Key Capabilities & Features
- Direct Reasoning Control: Users can instruct the model on how to think (e.g., "Think using bullet points and short sentences to simulate thoughts and emoticons to simulate emotions") using a dedicated
Reasoning Instructionssection in the system prompt. - Adaptive Thinking: The model is trained to adapt its internal thought process based on these explicit instructions, similar to how persona or output format is controlled.
- Enhanced Experimentation: This capability facilitates deeper experimentation with reasoning models and opens avenues for optimizing thinking styles through reinforcement learning.
- Improved Safety & Customization: Offers potential for greater safety through explicit control over reasoning and allows for highly customized thinking patterns tailored to specific tasks.

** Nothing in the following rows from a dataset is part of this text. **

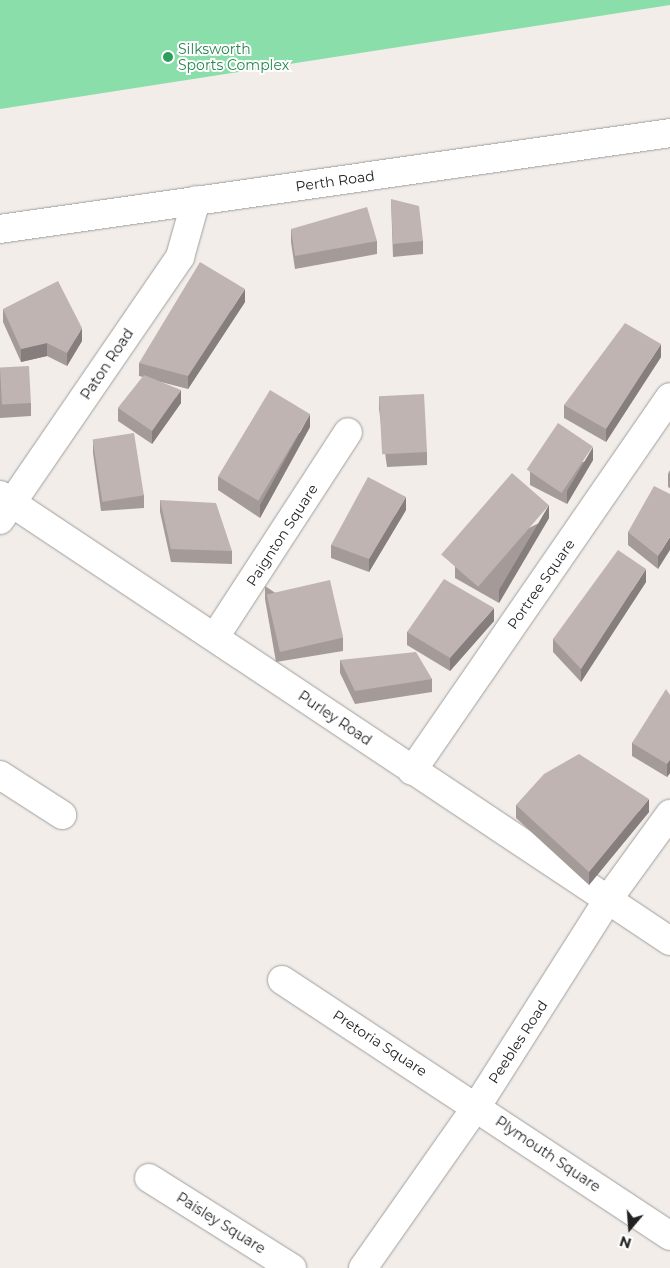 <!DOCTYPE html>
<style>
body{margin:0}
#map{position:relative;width:670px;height:1268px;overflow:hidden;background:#f2ede9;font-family:Montserrat,sans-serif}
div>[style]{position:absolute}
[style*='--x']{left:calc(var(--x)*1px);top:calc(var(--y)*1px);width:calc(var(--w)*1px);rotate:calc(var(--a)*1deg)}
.pitch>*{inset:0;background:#89deaa}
.roads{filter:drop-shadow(0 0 1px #9f9f9f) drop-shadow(0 0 1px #9f9f9f)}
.street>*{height:28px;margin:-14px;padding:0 14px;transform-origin:14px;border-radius:14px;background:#fff}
.wall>*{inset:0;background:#a49b99}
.shaded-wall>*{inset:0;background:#867e7d}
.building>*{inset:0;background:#bfb4b2;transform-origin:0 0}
.dots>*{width:14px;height:14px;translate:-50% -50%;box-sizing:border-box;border:2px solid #fff;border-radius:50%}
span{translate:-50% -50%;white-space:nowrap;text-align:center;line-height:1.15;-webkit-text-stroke:4px #fff;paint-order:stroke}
.leisure-label{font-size:14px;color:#27864d}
.left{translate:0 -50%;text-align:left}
.street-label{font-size:14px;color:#222}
.north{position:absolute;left:605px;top:1203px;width:50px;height:50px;-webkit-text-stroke:4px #fff;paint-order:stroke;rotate:198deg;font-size:14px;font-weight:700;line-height:20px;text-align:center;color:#222}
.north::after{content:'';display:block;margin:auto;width:18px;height:22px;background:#222;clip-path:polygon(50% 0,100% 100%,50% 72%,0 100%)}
</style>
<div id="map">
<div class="pitch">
<i style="clip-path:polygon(0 0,670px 0,670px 5px,0 109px)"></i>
</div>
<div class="roads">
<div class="street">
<i style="--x:0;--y:229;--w:677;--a:-8.15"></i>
<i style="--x:0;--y:495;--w:805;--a:33.65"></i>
<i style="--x:0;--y:520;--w:319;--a:-55.6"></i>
<i style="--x:180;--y:257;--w:59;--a:-74.3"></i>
<i style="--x:215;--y:637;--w:244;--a:-57"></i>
<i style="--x:412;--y:771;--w:454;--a:-55.4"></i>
<i style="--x:0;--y:775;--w:74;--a:32.8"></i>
<i style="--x:282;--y:980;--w:465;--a:33.4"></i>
<i style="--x:149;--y:1178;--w:169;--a:32.2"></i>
<i style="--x:363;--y:1268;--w:198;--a:-54.9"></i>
<i style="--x:477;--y:1106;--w:246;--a:-57.6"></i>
<i style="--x:609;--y:898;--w:104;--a:-54"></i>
</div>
</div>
<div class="wall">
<i style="clip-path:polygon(391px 199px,423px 241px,423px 254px,393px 257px)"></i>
<i style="clip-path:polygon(291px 229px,377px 241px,377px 254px,295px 269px,291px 242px)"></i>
<i style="clip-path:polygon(245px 302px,188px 389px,161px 382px,181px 403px,152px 444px,118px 421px,118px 408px,143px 377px,139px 376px,139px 363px)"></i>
<i style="clip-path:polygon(3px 309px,82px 341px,67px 366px,47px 356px,21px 362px,3px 322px)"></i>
<i style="clip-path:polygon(661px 357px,606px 442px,564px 418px,564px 405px)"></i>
<i style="clip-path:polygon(0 368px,31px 403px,31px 416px,0 418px)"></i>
<i style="clip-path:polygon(379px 396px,427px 452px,427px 465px,387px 467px,379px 409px)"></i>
<i style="clip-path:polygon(310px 427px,260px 518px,218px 490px,218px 477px)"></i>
<i style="clip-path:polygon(93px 440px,144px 495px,144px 508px,101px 511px,93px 453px)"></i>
<i style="clip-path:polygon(593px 460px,567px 504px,530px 485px,530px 472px)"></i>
<i style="clip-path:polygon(670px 470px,670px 488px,668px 487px,668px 474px)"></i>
<i style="clip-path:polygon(670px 494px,658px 569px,628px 545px,628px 532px)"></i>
<i style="clip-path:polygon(160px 500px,232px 551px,232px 564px,171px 562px,160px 512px)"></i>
<i style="clip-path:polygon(406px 510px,369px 572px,331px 558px,331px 545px)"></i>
<i style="clip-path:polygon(549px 518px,499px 603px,455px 578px,455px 565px)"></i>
<i style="clip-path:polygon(646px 582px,581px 682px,553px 652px,553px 639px)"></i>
<i style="clip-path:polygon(265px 586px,343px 638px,343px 651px,276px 662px,265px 599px)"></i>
<i style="clip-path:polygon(494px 621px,450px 671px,407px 645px,407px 632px)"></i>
<i style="clip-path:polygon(340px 660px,432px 679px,432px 692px,355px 704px,340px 673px)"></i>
<i style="clip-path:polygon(670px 695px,670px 773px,667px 777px,632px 756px,632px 743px)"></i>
<i style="clip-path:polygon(516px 805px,649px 812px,589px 885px,516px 818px)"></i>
</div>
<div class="shaded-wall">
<i style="clip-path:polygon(245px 289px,245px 302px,188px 389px,188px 376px)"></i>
<i style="clip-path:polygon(82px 328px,82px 341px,67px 366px,67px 353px)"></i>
<i style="clip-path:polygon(47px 343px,47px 356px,21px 362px,21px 349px)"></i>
<i style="clip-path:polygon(661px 344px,661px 357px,606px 442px,606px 429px)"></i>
<i style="clip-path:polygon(181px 390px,181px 403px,152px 444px,152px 431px)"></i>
<i style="clip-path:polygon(310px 414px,310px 427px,260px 518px,260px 505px)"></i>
<i style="clip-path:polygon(593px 447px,593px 460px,567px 504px,567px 491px)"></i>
<i style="clip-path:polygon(406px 497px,406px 510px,369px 572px,369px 559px)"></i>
<i style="clip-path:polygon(549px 505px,549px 518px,499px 603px,499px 590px)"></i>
<i style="clip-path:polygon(670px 537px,670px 550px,658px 569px,658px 556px)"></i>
<i style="clip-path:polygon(646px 569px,646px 582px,581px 682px,581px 669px)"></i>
<i style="clip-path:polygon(494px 608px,494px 621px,450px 671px,450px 658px)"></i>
<i style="clip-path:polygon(670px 760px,670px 773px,667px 777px,667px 764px)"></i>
<i style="clip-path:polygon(649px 799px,649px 812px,589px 885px,589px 872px)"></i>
</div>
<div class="building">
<i style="clip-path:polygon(391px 199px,419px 206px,423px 241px,393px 244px)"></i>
<i style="clip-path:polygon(367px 207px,377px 241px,295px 256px,291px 229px)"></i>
<i style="clip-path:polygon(200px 262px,245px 289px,188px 376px,139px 363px)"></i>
<i style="clip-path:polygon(58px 281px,82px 328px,67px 353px,47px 343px,21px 349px,3px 309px)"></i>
<i style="clip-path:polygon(625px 323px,661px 344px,606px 429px,564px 405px)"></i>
<i style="left:29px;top:366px;width:37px;height:29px;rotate:87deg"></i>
<i style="clip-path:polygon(144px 375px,181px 390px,152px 431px,118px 408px)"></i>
<i style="left:270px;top:390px;width:47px;height:101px;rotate:31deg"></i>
<i style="left:424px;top:394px;width:58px;height:45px;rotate:87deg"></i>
<i style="left:558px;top:423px;width:42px;height:56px;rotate:34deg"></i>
<i style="left:134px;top:433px;width:63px;height:42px;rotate:81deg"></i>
<i style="left:512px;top:473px;width:49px;height:108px;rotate:41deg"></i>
<i style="clip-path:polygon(368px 477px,406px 497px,369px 559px,331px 545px)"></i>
<i style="clip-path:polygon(654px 486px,670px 494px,670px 537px,658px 556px,628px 532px)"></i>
<i style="clip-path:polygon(160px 500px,216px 503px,232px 551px,171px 549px)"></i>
<i style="clip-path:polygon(618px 550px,646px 569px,581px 669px,553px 639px)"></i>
<i style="clip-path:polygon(444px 579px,494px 608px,450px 658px,407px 632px)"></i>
<i style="left:330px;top:580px;width:59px;height:65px;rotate:77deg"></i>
<i style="clip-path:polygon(416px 652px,432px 679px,355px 691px,340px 660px)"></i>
<i style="clip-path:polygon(666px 689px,670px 695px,670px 760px,667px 764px,632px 743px)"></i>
<i style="clip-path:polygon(579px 754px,649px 799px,589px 872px,516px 805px,544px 774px)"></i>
</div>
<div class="dots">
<i style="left:168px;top:57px;background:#2e9e5b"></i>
</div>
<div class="leisure-label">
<span class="left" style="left:178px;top:57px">Silksworth<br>Sports Complex</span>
</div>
<div class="street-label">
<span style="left:335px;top:181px;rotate:-8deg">Perth Road</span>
<span style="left:107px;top:364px;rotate:-56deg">Paton Road</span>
<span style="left:282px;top:535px;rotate:-57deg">Paignton Square</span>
<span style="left:541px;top:584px;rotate:-55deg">Portree Square</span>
<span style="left:335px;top:718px;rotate:34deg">Purley Road</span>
<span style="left:518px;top:1042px;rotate:-57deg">Peebles Road</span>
<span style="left:380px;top:1043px;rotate:33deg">Pretoria Square</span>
<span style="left:548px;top:1154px;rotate:34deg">Plymouth Square</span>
<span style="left:221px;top:1223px;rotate:32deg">Paisley Square</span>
</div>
<div class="north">N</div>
</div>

- Qwen3-8B Base: Built upon the robust Qwen3-8B architecture, leveraging its foundational capabilities.
Use Cases & Benefits
CustomThinker-0-8B is ideal for developers and researchers looking to:
- Tailor AI behavior: Configure the model's thought process to match specific application requirements or user preferences.
- Explore AI cognition: Investigate different reasoning methodologies and their impact on model output.
- Develop specialized agents: Create AI agents with unique, controllable thinking styles for complex problem-solving or creative tasks.
This model represents a significant step towards giving users unprecedented control over the internal workings of large language models, moving beyond mere output formatting to influence the very process of AI thought generation.